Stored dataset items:

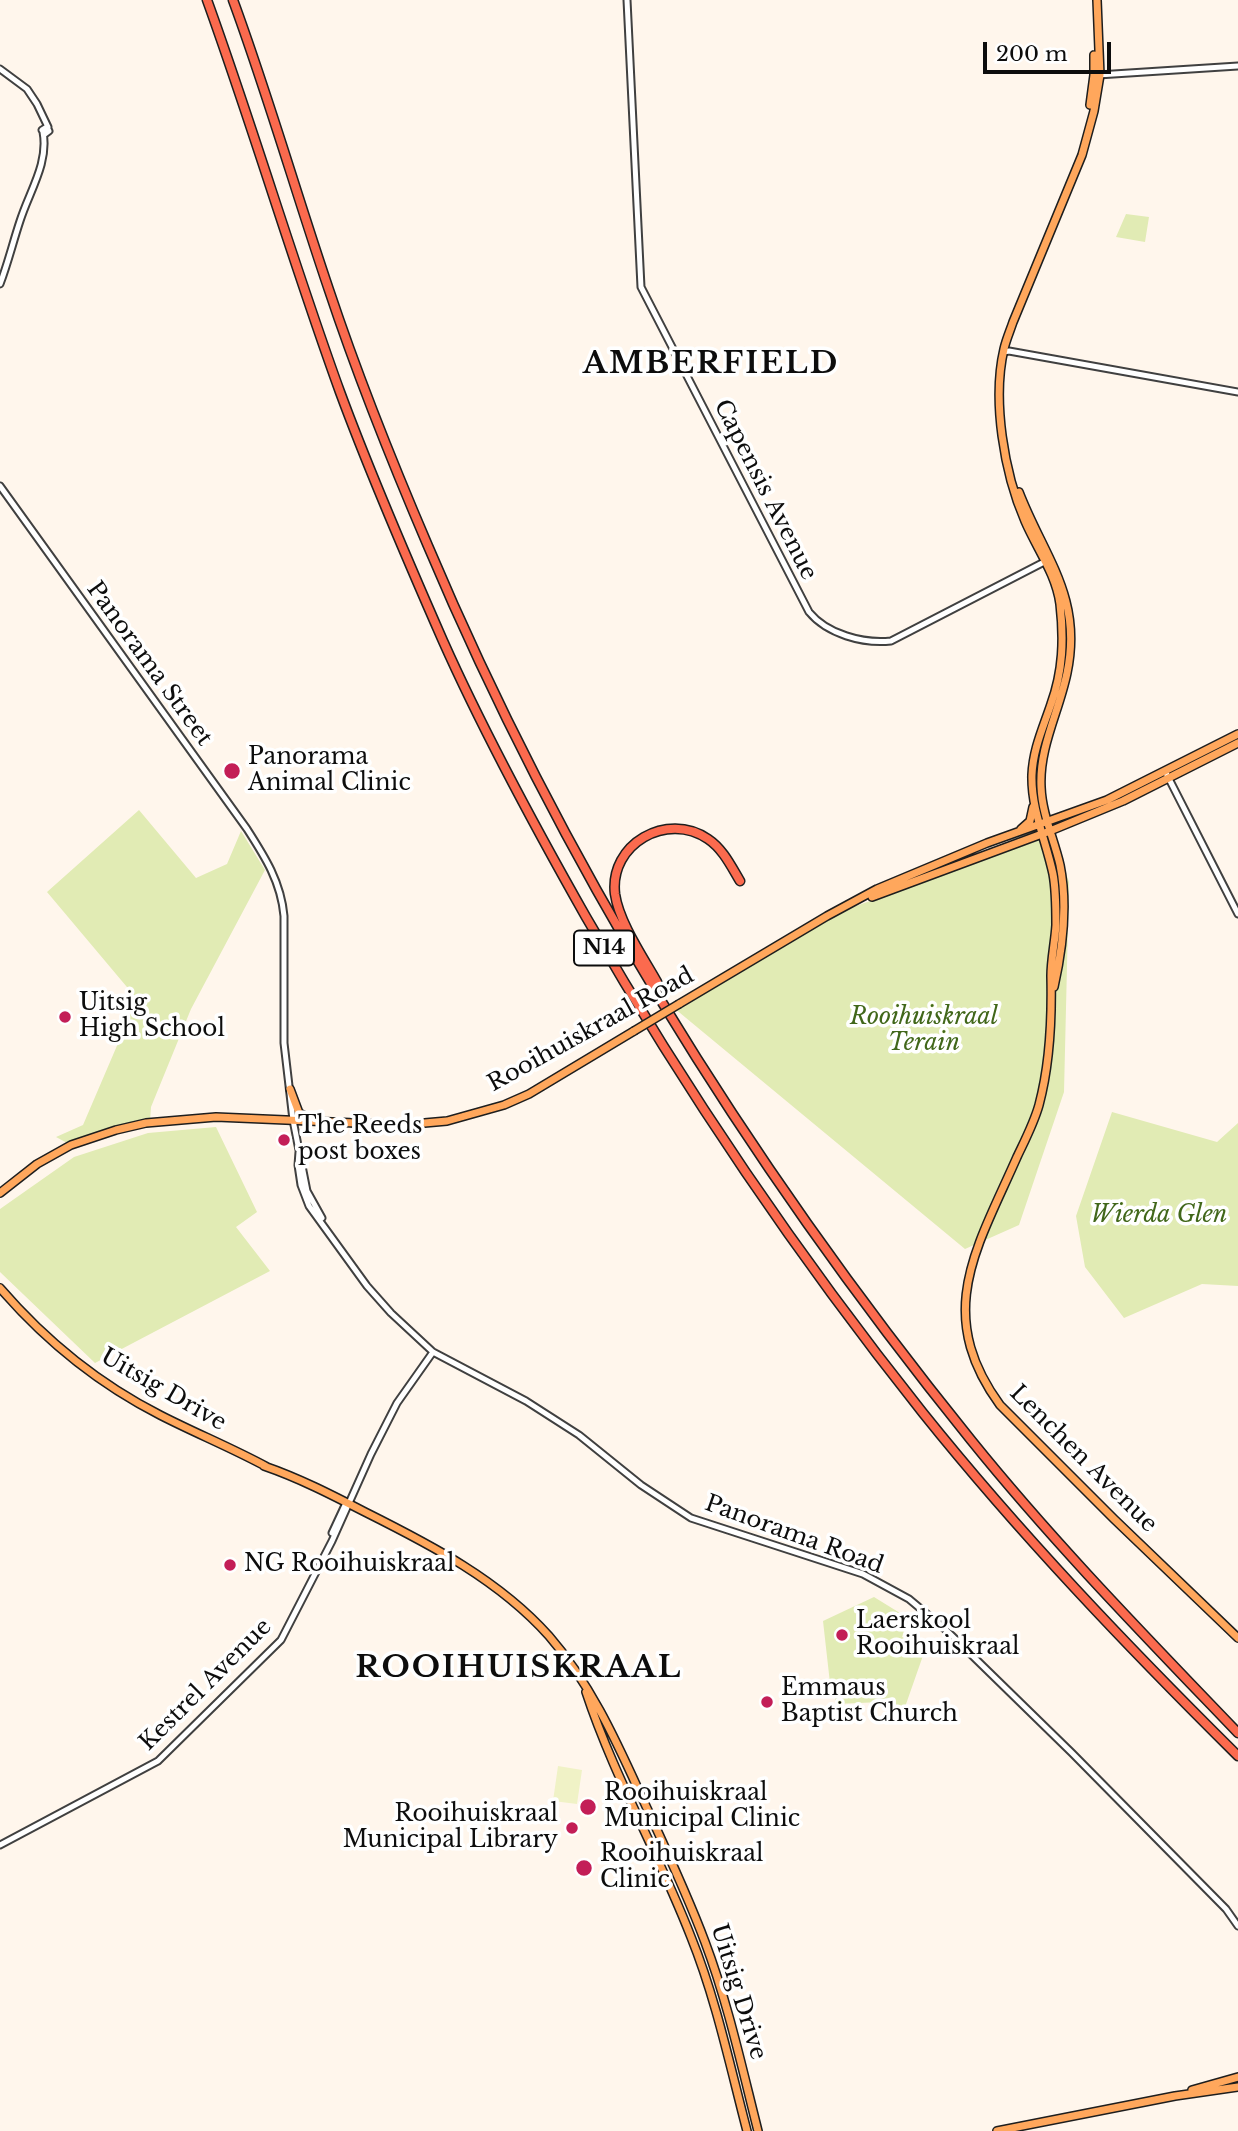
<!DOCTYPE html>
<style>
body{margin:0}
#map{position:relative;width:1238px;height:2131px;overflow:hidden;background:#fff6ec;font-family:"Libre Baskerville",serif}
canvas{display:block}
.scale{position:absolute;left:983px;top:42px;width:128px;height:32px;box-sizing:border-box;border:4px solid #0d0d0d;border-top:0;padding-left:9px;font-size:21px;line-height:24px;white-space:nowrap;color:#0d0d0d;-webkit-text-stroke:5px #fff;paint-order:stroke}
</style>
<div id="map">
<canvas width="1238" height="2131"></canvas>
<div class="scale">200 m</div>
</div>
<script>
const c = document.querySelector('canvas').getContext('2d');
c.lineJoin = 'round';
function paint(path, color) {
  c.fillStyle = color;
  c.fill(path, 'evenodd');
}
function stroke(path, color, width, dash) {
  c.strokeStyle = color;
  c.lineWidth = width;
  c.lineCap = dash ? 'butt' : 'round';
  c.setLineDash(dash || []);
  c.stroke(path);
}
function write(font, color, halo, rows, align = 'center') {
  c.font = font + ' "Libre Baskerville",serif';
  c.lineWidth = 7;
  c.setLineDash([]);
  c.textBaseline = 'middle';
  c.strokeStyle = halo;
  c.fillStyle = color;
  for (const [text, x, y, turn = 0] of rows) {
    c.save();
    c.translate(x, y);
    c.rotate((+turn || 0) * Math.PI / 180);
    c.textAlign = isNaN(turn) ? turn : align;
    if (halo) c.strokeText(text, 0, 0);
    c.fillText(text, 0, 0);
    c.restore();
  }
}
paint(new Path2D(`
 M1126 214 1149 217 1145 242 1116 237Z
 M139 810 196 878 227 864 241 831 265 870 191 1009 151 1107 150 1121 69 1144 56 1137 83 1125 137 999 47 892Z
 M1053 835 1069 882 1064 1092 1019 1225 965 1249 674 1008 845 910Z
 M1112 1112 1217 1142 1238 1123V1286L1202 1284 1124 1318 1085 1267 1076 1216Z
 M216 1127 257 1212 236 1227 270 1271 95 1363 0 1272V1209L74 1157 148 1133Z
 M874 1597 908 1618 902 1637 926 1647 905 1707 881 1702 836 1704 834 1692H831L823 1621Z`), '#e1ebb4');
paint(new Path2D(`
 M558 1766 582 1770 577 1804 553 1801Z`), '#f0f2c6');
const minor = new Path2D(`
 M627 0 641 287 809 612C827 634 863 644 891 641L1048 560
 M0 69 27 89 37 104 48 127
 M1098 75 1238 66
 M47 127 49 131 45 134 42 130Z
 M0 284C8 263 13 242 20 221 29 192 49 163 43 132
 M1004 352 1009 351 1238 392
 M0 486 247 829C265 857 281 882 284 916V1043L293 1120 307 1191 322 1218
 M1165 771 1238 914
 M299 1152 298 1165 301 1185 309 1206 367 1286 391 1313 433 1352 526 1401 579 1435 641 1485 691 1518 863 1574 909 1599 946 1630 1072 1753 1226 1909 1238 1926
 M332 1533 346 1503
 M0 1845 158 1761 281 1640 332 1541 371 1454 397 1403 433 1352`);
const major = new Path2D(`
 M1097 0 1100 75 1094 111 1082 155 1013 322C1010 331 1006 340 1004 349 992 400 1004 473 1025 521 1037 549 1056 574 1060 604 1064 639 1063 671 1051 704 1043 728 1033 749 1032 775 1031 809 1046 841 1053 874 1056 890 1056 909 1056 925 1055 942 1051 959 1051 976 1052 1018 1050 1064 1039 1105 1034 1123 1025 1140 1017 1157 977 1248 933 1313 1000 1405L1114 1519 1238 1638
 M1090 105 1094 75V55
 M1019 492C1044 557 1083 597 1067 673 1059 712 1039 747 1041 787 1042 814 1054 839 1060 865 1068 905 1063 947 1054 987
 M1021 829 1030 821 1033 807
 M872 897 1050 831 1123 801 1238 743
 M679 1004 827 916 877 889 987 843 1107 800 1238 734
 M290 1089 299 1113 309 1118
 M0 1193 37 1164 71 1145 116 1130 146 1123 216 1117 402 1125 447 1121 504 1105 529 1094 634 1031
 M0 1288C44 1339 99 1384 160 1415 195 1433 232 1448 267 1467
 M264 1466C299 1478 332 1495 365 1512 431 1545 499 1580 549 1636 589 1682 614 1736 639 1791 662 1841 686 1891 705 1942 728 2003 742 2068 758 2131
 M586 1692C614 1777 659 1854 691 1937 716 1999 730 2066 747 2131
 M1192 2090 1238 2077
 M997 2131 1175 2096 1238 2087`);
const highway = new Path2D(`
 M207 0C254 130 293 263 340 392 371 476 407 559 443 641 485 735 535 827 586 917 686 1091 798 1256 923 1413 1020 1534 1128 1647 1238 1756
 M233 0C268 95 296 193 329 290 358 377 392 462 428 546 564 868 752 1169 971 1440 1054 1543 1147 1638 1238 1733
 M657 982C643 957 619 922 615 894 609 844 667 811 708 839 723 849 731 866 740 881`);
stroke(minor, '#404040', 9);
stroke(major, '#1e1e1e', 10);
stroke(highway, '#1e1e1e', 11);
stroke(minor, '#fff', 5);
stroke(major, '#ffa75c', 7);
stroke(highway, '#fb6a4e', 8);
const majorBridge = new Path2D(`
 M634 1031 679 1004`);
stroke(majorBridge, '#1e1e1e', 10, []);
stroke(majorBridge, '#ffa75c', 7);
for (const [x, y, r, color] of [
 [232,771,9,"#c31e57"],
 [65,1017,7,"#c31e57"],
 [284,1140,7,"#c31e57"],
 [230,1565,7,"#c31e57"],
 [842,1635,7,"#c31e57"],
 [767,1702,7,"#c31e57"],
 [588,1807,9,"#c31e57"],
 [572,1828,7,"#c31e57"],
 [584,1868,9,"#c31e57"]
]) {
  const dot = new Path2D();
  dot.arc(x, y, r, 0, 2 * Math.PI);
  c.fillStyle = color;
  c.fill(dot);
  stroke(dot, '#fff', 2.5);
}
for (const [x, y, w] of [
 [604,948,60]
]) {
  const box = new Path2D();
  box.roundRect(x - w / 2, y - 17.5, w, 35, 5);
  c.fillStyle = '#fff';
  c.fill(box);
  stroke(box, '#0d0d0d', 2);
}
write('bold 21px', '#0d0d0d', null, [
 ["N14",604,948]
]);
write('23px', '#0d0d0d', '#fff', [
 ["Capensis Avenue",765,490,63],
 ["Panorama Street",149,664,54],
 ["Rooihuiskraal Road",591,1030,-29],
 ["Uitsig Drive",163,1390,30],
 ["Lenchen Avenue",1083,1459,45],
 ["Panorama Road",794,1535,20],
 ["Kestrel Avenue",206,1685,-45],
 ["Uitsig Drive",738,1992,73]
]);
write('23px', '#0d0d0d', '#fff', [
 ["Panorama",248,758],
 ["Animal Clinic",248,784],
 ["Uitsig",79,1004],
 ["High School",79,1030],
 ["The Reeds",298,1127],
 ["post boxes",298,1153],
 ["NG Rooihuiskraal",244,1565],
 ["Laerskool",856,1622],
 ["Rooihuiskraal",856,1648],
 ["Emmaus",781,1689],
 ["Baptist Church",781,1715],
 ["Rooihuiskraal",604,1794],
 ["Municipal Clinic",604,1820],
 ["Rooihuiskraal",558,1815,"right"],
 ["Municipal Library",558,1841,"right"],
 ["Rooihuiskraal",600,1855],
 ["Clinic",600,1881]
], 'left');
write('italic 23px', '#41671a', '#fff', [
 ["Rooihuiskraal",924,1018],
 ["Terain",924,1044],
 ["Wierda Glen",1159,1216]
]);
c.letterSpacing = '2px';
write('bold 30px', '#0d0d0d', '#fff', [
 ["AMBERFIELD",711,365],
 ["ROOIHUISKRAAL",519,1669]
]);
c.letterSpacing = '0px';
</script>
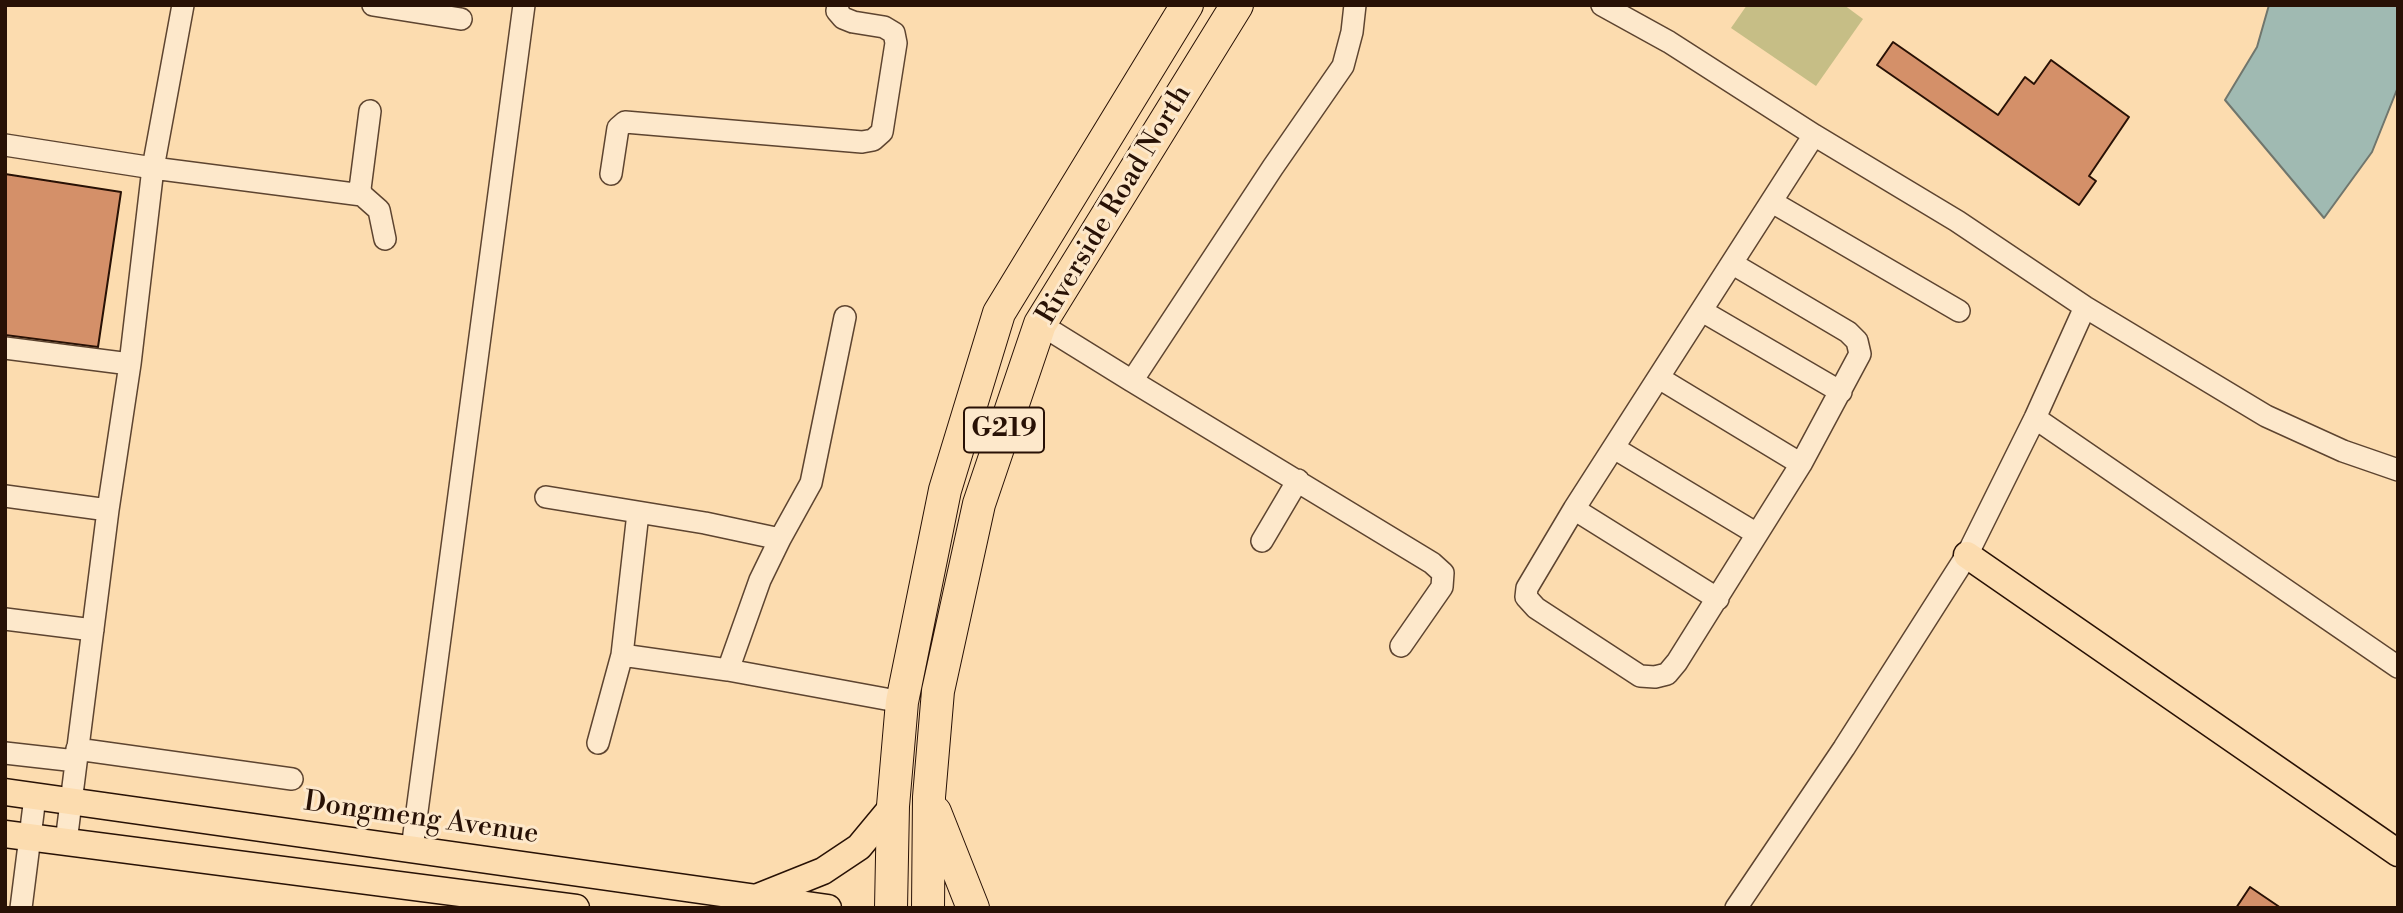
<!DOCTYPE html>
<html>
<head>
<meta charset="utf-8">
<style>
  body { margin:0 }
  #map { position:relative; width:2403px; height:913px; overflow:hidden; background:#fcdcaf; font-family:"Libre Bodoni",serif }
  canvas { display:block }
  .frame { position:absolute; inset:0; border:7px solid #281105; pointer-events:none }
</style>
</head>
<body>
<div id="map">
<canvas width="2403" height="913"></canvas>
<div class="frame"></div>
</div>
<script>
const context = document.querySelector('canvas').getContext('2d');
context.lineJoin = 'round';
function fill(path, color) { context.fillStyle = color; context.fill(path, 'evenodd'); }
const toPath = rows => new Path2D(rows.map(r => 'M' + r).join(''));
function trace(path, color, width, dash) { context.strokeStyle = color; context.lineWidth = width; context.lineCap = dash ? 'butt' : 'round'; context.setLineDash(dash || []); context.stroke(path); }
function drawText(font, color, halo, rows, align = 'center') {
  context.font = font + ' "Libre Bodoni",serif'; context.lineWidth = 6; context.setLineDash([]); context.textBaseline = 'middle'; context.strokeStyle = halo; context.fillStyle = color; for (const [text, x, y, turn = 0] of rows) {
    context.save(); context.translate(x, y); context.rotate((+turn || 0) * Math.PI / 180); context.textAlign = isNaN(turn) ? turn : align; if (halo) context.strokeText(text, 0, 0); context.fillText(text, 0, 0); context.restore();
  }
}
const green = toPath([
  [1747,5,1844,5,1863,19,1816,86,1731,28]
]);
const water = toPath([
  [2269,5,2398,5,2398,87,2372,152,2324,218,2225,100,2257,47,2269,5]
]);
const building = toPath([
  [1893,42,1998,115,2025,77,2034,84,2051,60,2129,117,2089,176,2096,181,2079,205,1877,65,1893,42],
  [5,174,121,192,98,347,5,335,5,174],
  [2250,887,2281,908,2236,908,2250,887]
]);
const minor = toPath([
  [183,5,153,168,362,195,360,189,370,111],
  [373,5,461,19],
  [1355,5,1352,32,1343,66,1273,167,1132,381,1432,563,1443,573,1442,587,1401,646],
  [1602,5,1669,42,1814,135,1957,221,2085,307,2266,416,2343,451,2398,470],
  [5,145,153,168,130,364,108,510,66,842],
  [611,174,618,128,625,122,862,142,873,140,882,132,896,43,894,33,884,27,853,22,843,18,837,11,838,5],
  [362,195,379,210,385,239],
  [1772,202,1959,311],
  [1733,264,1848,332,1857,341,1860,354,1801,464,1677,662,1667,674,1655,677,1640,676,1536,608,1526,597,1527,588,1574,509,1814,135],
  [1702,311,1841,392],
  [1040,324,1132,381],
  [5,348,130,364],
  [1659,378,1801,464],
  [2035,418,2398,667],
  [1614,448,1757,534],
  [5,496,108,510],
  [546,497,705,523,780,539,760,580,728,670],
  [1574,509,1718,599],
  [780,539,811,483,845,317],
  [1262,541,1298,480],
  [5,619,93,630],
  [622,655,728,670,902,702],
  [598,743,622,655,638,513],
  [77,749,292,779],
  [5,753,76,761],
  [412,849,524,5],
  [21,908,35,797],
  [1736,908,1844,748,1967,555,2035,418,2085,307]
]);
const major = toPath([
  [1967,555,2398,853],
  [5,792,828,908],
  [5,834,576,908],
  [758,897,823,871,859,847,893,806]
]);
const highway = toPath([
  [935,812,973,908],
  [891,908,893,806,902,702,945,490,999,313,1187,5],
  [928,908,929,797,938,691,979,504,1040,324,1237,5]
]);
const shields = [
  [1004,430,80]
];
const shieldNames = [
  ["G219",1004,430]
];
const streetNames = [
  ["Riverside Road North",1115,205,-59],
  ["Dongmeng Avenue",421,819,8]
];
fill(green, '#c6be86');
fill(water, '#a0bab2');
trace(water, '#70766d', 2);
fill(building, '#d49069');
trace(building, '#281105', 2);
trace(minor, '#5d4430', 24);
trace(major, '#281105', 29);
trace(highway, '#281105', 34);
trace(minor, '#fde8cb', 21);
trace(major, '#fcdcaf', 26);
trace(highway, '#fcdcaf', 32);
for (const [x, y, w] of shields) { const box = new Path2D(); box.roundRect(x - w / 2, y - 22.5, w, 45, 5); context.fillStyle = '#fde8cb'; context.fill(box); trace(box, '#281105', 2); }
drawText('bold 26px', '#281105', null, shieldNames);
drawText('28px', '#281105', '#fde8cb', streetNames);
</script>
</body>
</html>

AIM OF THE TASK: Could you transcribe the entries above word for word, from the line with "position:absolute; inset:0; border:7px" down to the line with "const toPath = rows", keeping both?

EXERCISE OUTPUT:
  .frame { position:absolute; inset:0; border:7px solid #281105; pointer-events:none }
</style>
</head>
<body>
<div id="map">
<canvas width="2403" height="913"></canvas>
<div class="frame"></div>
</div>
<script>
const context = document.querySelector('canvas').getContext('2d');
context.lineJoin = 'round';
function fill(path, color) { context.fillStyle = color; context.fill(path, 'evenodd'); }
const toPath = rows => new Path2D(rows.map(r => 'M' + r).join(''));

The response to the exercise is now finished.